Butyriboletus fuscoroseus
Butyriboletus fuscoroseus is a pored mushroom in the family Boletaceae. It was formerly considered a species of Boletus, but in 2014 was transferred to the newly created genus Butyriboletus. Boletus pseudoregius, a European taxon originally described as a subspecies of Boletus appendiculatus in 1927, is a synonym. B. fuscoroseus is considered critically endangered in the Czech Republic.
Description
Butyriboletus fuscoroseus produces a robust basidiocarp with a convex cap up to 20 cm across. Young caps are hemispherical before flattening, and display colours ranging from violet-brown to reddish-brown, occasionally dull red; older specimens often fade to beige with a faint pink tint. The margin typically retains remnants of the partial veil.Beneath the cap, the tubes measure up to 1.5 cm long and are bright yellow, developing an olive tinge with age; both tubes and pores bruise blue when handled. The stipe is stout, up to 10 cm long and 3 cm thick, cylindrical to club-shaped, yellow near the apex and tinged pink to red towards the base, usually with a well-developed reticulation of the same colour; it too bruises blue on handling.
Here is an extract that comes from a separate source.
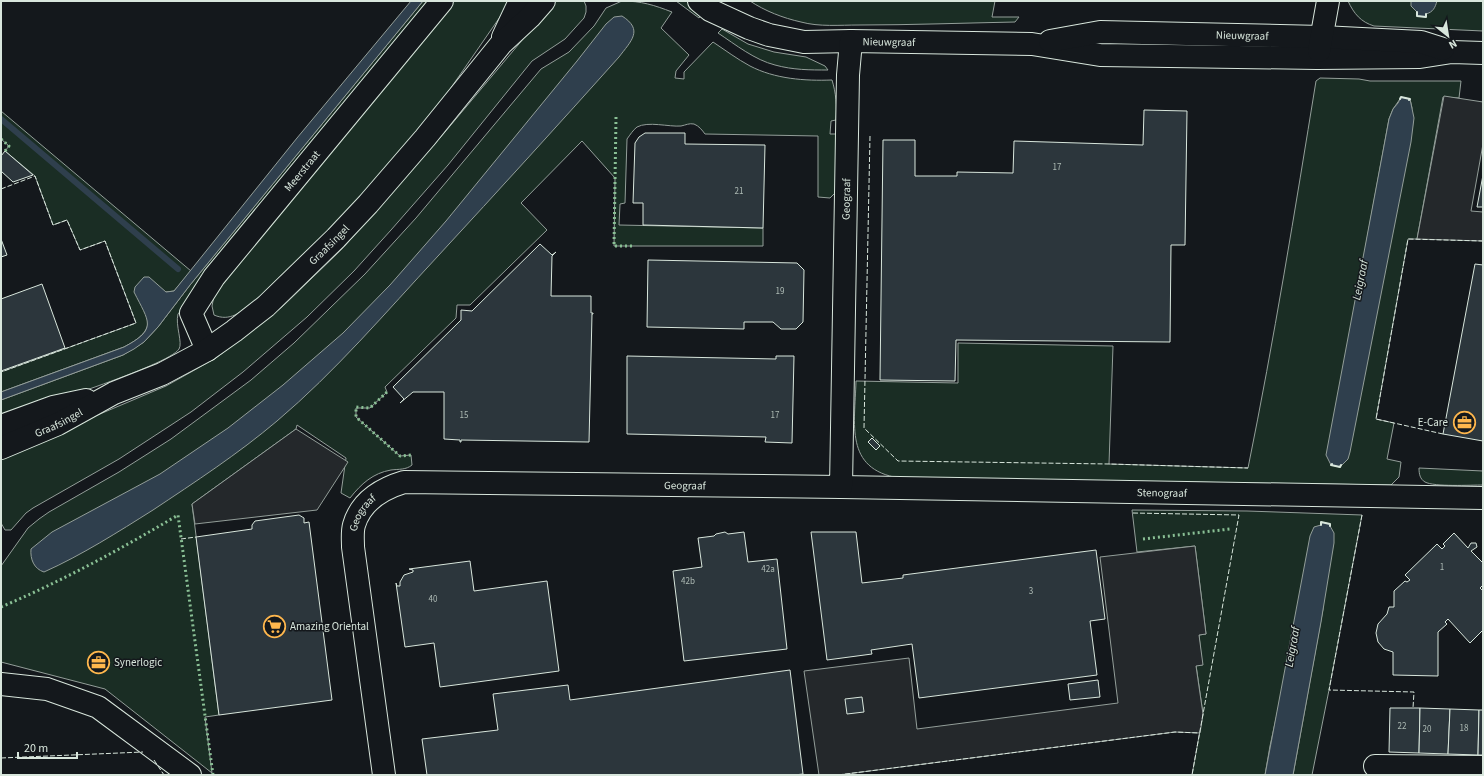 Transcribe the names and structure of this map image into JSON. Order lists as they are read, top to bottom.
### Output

The context is whitish in the cap and lemon yellow in the stipe, shading to clay pink at the stipe base and turning blue on exposure. The odour is indistinct in young fruit bodies but in maturity may become medicinal or paint-like, and when dried can resemble smoked meat or chicory; taste is mild to slightly acidic.
Microscopically, the spores are ellipsoid, measuring about 10–14.5 × 4–5.5 micrometres, each containing one to three large oil droplets. The basidia are club-shaped and four-spored, and the cystidia measure roughly 36–52 × 9–14.5 μm. The cap surface is a trichoderm of interwoven, slightly incrusted hyphae with rounded terminal cells. Chemical spot tests produce only slight reactions with ammonia and potassium hydroxide solution, and no change with iron(II) sulphate or Melzer's reagent.